I am inundated with "expert" advice telling me and my clients that diversification into Chinese-based investments is the only way to limit risk and increase yield.
China, you and I are told, is the biggest and most important emerging market.
It’s a pitch that is hard to resist considering all the hype over China becoming the biggest economy in the world. Investment funds, giants of the investment world, and multinational corporations are just falling all over themselves to spend billions of dollars in all sorts of Chinese investments.
Not too many years ago, it was Japan that was the current investment flavor. Remember all the books, conferences, investment funds, leaders of multinational companies, and a plethora of experts, extolling us to emulate the Japanese. Japan was leading the way and we all were told that we had better get on the train or be left at the station. The experts made a fortune and the investors took a bath.
Later, everyone was encouraged by Wall Street to get on the high-tech bandwagon. It only took a few years for the investment and fund managers to rack up record profits and fat bonuses before the market crashed and the investors lost 50 percent of their portfolio value.

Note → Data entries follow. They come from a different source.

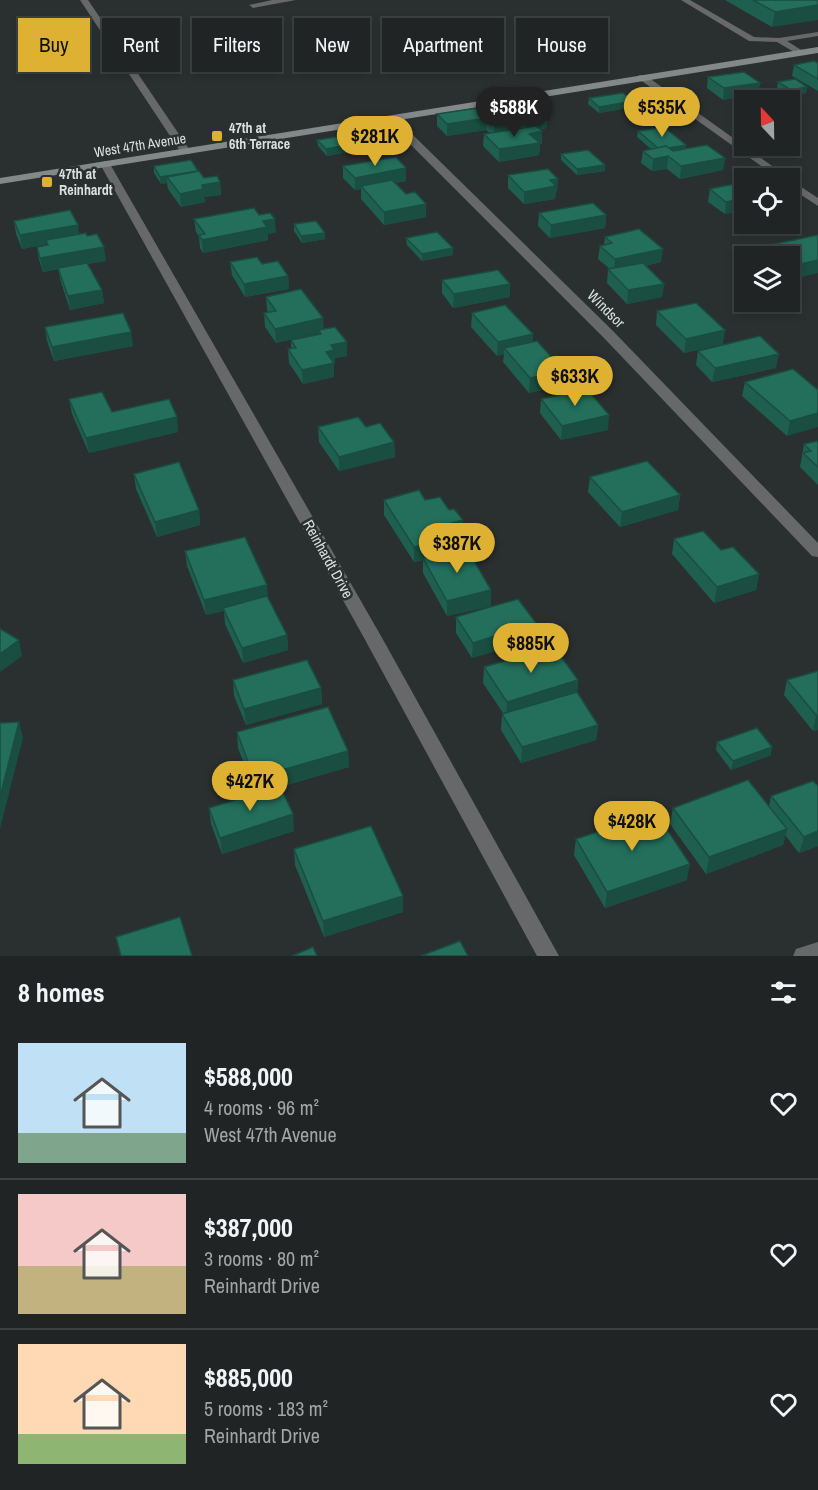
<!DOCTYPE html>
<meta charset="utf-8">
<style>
body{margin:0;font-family:"Archivo Narrow",sans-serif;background:#2d3031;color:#f1f3f6;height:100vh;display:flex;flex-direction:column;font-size:22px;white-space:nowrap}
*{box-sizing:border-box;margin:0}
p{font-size:20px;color:#a2a4a6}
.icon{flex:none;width:33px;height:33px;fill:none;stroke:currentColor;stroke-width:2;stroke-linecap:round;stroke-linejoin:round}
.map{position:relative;height:956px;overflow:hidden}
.side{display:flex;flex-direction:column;background:#202424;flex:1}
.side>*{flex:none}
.guide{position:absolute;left:18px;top:18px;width:783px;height:54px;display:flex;gap:12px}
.needle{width:39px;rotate:338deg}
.tools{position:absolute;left:734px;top:90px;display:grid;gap:12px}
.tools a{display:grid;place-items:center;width:66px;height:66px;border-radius:0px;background:#202424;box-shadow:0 3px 9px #0003,0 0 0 2px #3d4141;font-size:30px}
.price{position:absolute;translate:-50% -51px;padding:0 14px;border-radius:21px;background:#deb133;color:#111;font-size:20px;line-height:39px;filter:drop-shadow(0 2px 3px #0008)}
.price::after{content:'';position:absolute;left:50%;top:36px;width:18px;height:14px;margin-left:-9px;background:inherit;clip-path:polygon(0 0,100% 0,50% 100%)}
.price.selected{background:#222;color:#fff}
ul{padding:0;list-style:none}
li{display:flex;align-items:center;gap:18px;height:150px;padding:0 18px}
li+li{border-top:2px solid #3d4141}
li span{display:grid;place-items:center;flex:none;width:168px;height:120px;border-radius:0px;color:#555}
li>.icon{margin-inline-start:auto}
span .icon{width:72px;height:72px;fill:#fffc;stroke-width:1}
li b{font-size:26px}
h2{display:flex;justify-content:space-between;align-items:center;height:72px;padding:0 18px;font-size:26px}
.pill{padding:0 21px;border-radius:0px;background:#202424;box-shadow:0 3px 9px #0003,0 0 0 2px #3d4141;font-size:21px;line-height:54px}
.pill.selected{background:#deb133;color:#111}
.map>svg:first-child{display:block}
</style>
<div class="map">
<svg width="818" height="956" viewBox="0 0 818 956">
<rect width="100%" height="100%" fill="#2a3030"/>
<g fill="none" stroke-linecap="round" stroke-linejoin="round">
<path fill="#666869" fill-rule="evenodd" d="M681 0H690L754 37 779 38 818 32V36L787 41 806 53 799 55 777 42 749 41Z"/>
<g fill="#666869" fill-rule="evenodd">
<path d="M80 0H88L191 152 190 154H182Z"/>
<path d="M272 0H296L253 8 249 5Z"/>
<path d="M639 75H645L789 178H778L639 79Z"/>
<path d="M389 116H397L413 135 613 331 818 543V557L812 556 603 337 405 139 388 118Z"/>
<path d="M105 161 110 164 381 636 559 956H537L363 636 100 164Z"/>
<path d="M789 179 818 198V206L789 187Z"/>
<path d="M818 942V956H793L796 949Z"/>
</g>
<path fill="#848889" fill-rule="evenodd" d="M818 47V53L0 184V178Z"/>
</g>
<g fill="#1f5f4f" fill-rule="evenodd">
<path d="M725 0H818L772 27Z"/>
<path d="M818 63V91L792 76 794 65Z"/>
<path d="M708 77 760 83 758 94 723 100 707 88Z"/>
<path d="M778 82 807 87 806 93 790 96 777 88Z"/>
<path d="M589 98 633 107 599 113 588 104Z"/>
<path d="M491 106 514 121V116L547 122 546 128 540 130 542 144H540L539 155 499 162 483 146 484 134 490 133 486 130 447 136 437 126V114ZM515 123 521 128 514 129Z"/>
<path d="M638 131 686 145 685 149 725 158 723 170 680 179 667 169 652 171 641 163 643 151 651 149 637 137Z"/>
<path d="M317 140 369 148 327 156 318 146Z"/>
<path d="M561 154 605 165V171L577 175 561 160Z"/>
<path d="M154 166 198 171 204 178 220 182 221 195 204 197 205 202 181 207 168 189 167 183 161 184 154 173Z"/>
<path d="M343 166 406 168V181L395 183 406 194 426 204V217L384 225 361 199V189L355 190 343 178Z"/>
<path d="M508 175 558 179 557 191 556 192 555 199 524 204 508 188Z"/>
<path d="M744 182V210L725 214 708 202 710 189Z"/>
<path d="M539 213 606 215 605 228 550 238 538 226Z"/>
<path d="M259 215 276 232 268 234V240L203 253 200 248 199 237 196 232 194 219Z"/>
<path d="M14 221 87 236 106 261 87 264 102 290 104 303 70 310 61 282 58 269 43 272 39 260 37 247 47 245V244L22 249 16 234Z"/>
<path d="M294 224 325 239 302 243 294 231Z"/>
<path d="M818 235 789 280V256H763L765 246Z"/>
<path d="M605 237 661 262 645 266 664 284 662 297 627 304 607 283 608 269H610L598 259 600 246 604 245Z"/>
<path d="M406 238 453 255 422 261 407 245Z"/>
<path d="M230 262 262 264 288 276 289 289 245 297 232 275Z"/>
<path d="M442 280 510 284V297L453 308 442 293Z"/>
<path d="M266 297 347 342V356L335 358V364H334V377L303 384 289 363 288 349H291V340L319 334V333L276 343 265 327 264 313 268 312 267 310Z"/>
<path d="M657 311 723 344 684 353 656 325Z"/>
<path d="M472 313 533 334 532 342 563 385 529 393 503 362 504 354 497 356 471 327Z"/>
<path d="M45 327 133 346 54 361 47 341Z"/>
<path d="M698 351 776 368 712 382 696 365Z"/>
<path d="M745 382 818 390 787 436 742 396Z"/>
<path d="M69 399 112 412 178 432 89 453 72 414Z"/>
<path d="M541 399 608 430 561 440 540 413Z"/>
<path d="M318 427H366L394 442 395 457 339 471 319 442Z"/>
<path d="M818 441V485L800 467 804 444Z"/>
<path d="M134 474 199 510 200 525 157 537 136 489Z"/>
<path d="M590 477 680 495 678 510 620 527 588 492Z"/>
<path d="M384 500H425L449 510 463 520 462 536 442 541V544L437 545 436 554 491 590V606L447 616 423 573V560L414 562 384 515Z"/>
<path d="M674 539 721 550 759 574 756 590 714 603 672 554Z"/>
<path d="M185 551 268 597 287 635 288 650 243 663 225 624 224 611 206 615 187 566Z"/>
<path d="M456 617 535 639 472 658 456 633Z"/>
<path d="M484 667 578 680 577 692 598 725 596 740 521 763 501 730 502 714 503 713 483 683Z"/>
<path d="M818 671V730L813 731 784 695 787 680Z"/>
<path d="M233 680 321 688 322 704 246 725 234 696Z"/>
<path d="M237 732 348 751 349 767 280 787 294 831 222 854 211 824 209 808 256 793 238 748Z"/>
<path d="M717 742 771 755 731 770 716 750Z"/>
<path d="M818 786V846L799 853 785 835 783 845 706 874 670 824 673 808 769 806 771 796Z"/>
<path d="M576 839 687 880 605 908 574 855Z"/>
<path d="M294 849 403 912 324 937 295 865Z"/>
</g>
<g fill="#194e40">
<path d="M818 5V20L772 27 775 12Z"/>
<path d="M760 83 758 94 723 100 724 88Z"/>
<path d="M807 87 806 93 790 96 791 90Z"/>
<path d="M634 101 633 107 599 113V107Z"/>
<path d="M486 118V130L447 136V124Z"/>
<path d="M515 122 514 134 494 137V125Z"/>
<path d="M547 122 546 128 526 132V126Z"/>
<path d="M542 131V144H540L539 155 499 162V149L529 134Z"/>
<path d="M369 141V148L327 156 326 149Z"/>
<path d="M686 145 685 151 659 155V149Z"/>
<path d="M668 156 667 169 652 171 653 159Z"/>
<path d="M725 158 723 170 680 179 681 166Z"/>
<path d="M605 165V171L577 175V169Z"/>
<path d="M406 168V181L363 189 361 186V189L355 190V178Z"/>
<path d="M198 171 167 177V183L161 184 160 177Z"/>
<path d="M558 179 557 191 556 192 555 199 524 204V192L550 180Z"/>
<path d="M220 182 221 195 204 197 205 202 181 207 180 194 202 185Z"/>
<path d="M744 198V210L725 214 726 202Z"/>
<path d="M426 204V217L384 225V212Z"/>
<path d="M606 215 605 228 550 238 551 225Z"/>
<path d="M275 219 276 232 268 234V240L203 253 202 240 263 221Z"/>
<path d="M78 225 80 238 46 240 47 244 22 249 20 235Z"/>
<path d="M325 233V239L302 243 301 236Z"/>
<path d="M104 247 106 261 43 272 40 258Z"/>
<path d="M453 248V255L422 261V254Z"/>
<path d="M663 249 661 262 614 273 615 259Z"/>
<path d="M818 260V273L789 280 792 266Z"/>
<path d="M288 276 289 289 245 297 244 284Z"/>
<path d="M510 284V297L453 308 454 294Z"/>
<path d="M664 284 662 297 627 304 628 290Z"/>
<path d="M102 290 104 303 70 310 68 296Z"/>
<path d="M323 318 324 332 319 330V333L276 343 275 329Z"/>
<path d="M725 330 723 344 684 353 686 339Z"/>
<path d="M131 332 133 346 54 361 52 347Z"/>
<path d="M533 334 532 348H504V354L497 356 498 342Z"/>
<path d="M347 342V356L335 358V364H334V377L303 384 302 370 326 352 331 345Z"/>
<path d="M779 354 776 368 712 382 715 368Z"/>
<path d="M564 371 563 385 529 393 530 378Z"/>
<path d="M818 413V427L787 436 790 421Z"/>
<path d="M609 415 608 430 561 440 562 426Z"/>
<path d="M177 417 178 432 89 453 86 438Z"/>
<path d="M394 442 395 457 339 471V457Z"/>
<path d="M680 495 678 510 620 527 622 512Z"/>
<path d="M199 510 200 525 157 537 155 522Z"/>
<path d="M463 520 462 536 442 541V544L437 545 436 557 423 558V560L414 562V547L429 532 440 526Z"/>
<path d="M759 574 756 590 714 603 717 587Z"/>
<path d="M267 585 268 600 223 608 224 611 206 615 204 600Z"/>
<path d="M491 590V606L447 616V601Z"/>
<path d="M536 623 535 639 472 658 473 643Z"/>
<path d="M287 635 288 650 243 663 242 648Z"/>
<path d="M19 640 22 656 0 672V654Z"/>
<path d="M578 680 577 696 506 718 507 702Z"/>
<path d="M321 688 322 704 246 725 244 709Z"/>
<path d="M816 715H818V730L813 731Z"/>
<path d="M19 722 23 738 0 829V797Z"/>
<path d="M598 725 596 740 521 763 522 747Z"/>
<path d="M772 747 771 755 731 770 733 761Z"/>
<path d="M348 751 349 767 256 794 254 778Z"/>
<path d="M293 814 294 831 222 854 220 838Z"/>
<path d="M787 829 783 845 706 874 709 857Z"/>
<path d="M818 831V846L799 853 804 837Z"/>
<path d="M690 864 687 880 605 908 607 892Z"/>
<path d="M403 896V912L324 937 323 921Z"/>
</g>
<g fill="#246f5c" stroke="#194e40" stroke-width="1.5">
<path d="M753 0H818V5L775 12Z"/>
<path d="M814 61 818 63V79L794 65Z"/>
<path d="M744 72 760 83 724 88 708 77Z"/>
<path d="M795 79 807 87 791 90 778 82Z"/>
<path d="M623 93 634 101 599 107 589 98Z"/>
<path d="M491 106 515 122 494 125 486 118 447 124 437 114Z"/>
<path d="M534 113 547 122 526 126 514 116Z"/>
<path d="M536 126 542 131 529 134 540 143 499 149 484 134Z"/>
<path d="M664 127 686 145 668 148 666 146 658 148 638 131Z"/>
<path d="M360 133 369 141 326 149 317 140Z"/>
<path d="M707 145 725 158 681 166 668 156 653 159 643 151 666 146 673 151Z"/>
<path d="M588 150 605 165 577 169 561 154Z"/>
<path d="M396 157 406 168 355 178 343 166Z"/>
<path d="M191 160 198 171 160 177 154 166Z"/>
<path d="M548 169 558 179 550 180 556 186 524 192 508 175Z"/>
<path d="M199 171 204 178 217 176 220 182 202 185 203 189 180 194 167 177Z"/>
<path d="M392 180 406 194 415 192 426 204 384 212 361 186Z"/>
<path d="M744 182V198L726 202 710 189Z"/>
<path d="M593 203 606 215 551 225 539 213Z"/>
<path d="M254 208 259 215 270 213 275 219 263 221 267 227 202 240 199 235 205 234 194 219Z"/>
<path d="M70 210 78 225 20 235 14 221Z"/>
<path d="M316 221 325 233 301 236 294 224Z"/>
<path d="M639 229 663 249 615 259 600 246 612 243 605 237Z"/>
<path d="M437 232 453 248 422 254 406 238Z"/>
<path d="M86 233 87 236 97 234 104 247 40 258 37 247 48 245 46 240Z"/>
<path d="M818 235V260L792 266 789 264V256H778L765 246Z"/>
<path d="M257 257 262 264 278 261 288 276 244 284 230 262Z"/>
<path d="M87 263 102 290 68 296 58 268Z"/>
<path d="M643 263 664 284 628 290 608 269Z"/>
<path d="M498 270 510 284 454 294 442 280Z"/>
<path d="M301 289 323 318 275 329 264 313 276 311 266 297Z"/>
<path d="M696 303 725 330 686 339 657 311Z"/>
<path d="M505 305 533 334 498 342 472 313Z"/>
<path d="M123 313 131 332 52 347 45 327Z"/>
<path d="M335 327 347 342 331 345 334 350 326 352 334 363 302 370 288 349 296 348 291 340 321 334 319 330Z"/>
<path d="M760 336 779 354 715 368 698 351Z"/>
<path d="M537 341 564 371 530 378 504 348Z"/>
<path d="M793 369 818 390V413L790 421 745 382Z"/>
<path d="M587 389 609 415 562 426 541 399Z"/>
<path d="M102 392 112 412 169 399 177 417 86 438 69 399Z"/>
<path d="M358 417 366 427 380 423 394 442 339 457 318 427Z"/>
<path d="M818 441V467L803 453 811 451 804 444Z"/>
<path d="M647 461 680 495 622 512 590 477Z"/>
<path d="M179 462 199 510 155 522 134 474Z"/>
<path d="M419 490 425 500 440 497 449 510 454 509 463 520 440 526 442 529 429 532 437 542 414 547 384 500Z"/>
<path d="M703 531 721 550 733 547 759 574 717 587 674 539Z"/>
<path d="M245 537 267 585 204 600 185 551Z"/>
<path d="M466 547 491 590 447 601 423 558Z"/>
<path d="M267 596 287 635 242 648 223 608Z"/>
<path d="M518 599 536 623 473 643 456 617Z"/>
<path d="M0 629 19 640 0 654Z"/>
<path d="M554 647 578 680 507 702 484 667Z"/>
<path d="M307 660 321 688 244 709 233 680Z"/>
<path d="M818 671V715H816L787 680Z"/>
<path d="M577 692 598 725 522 747 502 714Z"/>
<path d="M328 707 348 751 254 778 237 732Z"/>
<path d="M19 722 0 797V723Z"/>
<path d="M757 728 772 747 733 761 717 742Z"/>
<path d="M748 780 787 829 709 857 673 808Z"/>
<path d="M813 781 818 786V831L804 837 771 796Z"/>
<path d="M280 786 293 814 220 838 209 808Z"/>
<path d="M656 813 690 864 607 892 576 839Z"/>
<path d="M371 826 403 896 323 921 294 849Z"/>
<path d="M180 917 192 956H121L116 937Z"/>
<path d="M460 941 468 956H421Z"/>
<path d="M313 947 317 956H292Z"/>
</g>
<g fill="#deb133" stroke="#2a3030" stroke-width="2">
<rect x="211" y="130" width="12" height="12" rx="3"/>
<rect x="41" y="176" width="12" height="12" rx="3"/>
</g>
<g text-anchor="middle" stroke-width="5" stroke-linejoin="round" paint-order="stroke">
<g font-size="14" font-weight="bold" fill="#dbdfde" stroke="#2a3030" text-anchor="start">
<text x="229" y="133">47th at<tspan x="229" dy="16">6th Terrace</tspan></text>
<text x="59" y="179">47th at<tspan x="59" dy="16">Reinhardt</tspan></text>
</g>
<g font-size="14" fill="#dbdfde" stroke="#2a3030">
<text transform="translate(140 145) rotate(-9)" y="5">West 47th Avenue</text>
</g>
<g font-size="15" fill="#dbdfde" stroke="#2a3030">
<text transform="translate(606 309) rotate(45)" y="5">Windsor</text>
<text transform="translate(328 559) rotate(61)" y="5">Reinhardt Drive</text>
</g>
</g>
</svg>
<div class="tools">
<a><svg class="needle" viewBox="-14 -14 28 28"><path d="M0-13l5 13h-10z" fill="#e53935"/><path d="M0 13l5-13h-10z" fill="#a2a4a6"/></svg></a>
<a><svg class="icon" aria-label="locate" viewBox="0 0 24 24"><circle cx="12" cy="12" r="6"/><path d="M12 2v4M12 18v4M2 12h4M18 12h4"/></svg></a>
<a><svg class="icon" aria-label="layers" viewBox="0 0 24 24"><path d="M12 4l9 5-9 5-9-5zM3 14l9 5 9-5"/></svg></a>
</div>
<b class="price selected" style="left:514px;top:138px">$588K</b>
<b class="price" style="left:662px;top:138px">$535K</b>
<b class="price" style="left:375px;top:167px">$281K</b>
<b class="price" style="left:575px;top:407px">$633K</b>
<b class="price" style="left:457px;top:574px">$387K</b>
<b class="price" style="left:531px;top:674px">$885K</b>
<b class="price" style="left:250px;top:812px">$427K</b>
<b class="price" style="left:632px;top:852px">$428K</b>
<div class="guide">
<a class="pill selected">Buy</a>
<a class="pill">Rent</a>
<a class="pill">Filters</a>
<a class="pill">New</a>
<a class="pill">Apartment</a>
<a class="pill">House</a>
</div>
</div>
<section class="side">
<h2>8 homes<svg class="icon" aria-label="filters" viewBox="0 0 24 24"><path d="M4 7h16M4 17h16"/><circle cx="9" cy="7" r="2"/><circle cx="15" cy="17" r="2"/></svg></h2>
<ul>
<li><span style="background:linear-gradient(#bfe0f5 75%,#7fa58c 0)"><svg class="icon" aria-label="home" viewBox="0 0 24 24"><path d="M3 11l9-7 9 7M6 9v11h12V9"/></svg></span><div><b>$588,000</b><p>4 rooms · 96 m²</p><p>West 47th Avenue</p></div><svg class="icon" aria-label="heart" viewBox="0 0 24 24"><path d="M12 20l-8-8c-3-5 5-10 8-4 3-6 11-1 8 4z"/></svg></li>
<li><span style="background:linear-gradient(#f6c9c9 60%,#c2b280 0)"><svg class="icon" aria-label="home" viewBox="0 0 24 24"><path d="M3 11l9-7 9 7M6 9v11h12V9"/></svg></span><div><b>$387,000</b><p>3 rooms · 80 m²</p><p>Reinhardt Drive</p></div><svg class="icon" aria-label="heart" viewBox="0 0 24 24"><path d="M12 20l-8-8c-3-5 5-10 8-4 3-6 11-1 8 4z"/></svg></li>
<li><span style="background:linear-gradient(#ffd9b3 75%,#8fb573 0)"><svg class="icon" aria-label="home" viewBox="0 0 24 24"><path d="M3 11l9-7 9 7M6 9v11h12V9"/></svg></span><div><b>$885,000</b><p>5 rooms · 183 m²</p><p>Reinhardt Drive</p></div><svg class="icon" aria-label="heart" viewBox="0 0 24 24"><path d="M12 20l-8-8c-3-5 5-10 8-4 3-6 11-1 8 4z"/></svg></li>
</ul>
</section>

If nothing else, our investment advisers, hedge fund managers and corporate gurus are persistent. The next "gold rush" was an alphabet soup of virtually incomprehensible investment schemes.
CDOs, CMOs, and a whole host of investments that even the Ph.D.s and math geniuses who thought up these things up didn't understand what they had created out of smoke, mirrors and really bad government policy. Wall Street made huge profits, passed around bonuses that were staggering in amount, and the politicians behind all this got re-elected.
As before, the investors took a 50 percent loss or more of their portfolios.
Now we are touted on China.
There are some things that are inescapable. Let's just focus on one for today. China has a demographic time bomb as well as a perfect storm of the forces of nature.
The dramatic rise of the Chinese economy has been a function of their immense population, called by some as the "demographic dividend."
Expectations are that China will just grow and grow on into the future.
The problem is that what has been is no measure of what will be, especially when it comes to population demographics and its impact on a society and economy.
As of today, 20 years from now 80 percent of the population who will be in China are living there today. The China over the next years will be a much different China then the China of today.
In 20 years, the population of China will be, perhaps, only 4 percent larger than today. There will be fewer people under the age of 50 and even fewer in their 20s or 30s, various commentators have observed.
There will be, however, a vast population that will be in their 60s, 70s, and 80s.
Not only will the labor pool shrink but, at the same time, the population will be rapidly aging.
Yes, it is true that Japan has a graying population and a demographic problem. So does the United States. But Japan and the United States are already rich while China will have only half the per capita income.
China also has regional disparities that are irreconcilable. Its poorest regions are the ones that will have the largest grey population with even lower levels of per capita income. How will these people be supported?
If that isn’t enough, how will China deal with the fact that there will be 150 million more males than females? By 2030, 25 percent of the male population will be unmarried. What will be the social dislocation of so many males with no one to marry and have children? No country in history has faced this huge population of deeply discontented.
I recently read an article which observed that the demographic risks in China are, for the most part, largely unexamined and "un-priced."
There are a great number of readily observable risks, such as the forces of nature and natural resources that aren’t factored into the analysis of the risk when we are being sold on the benefits of diversifying into China.
It seems clear to me that those selling us on China have their focus on keeping up making staggering short term profits. When the bubble bursts, and it will, expect that Wall Street, our corporate leaders, politicians and the talking head gurus on television and in the press, will claim that they are shocked and surprised and certainly not responsible for investors taking staggering losses once again.
China is subject to substantial and unavoidable fundamental investment risks no matter who is promoting the glowing investment hype.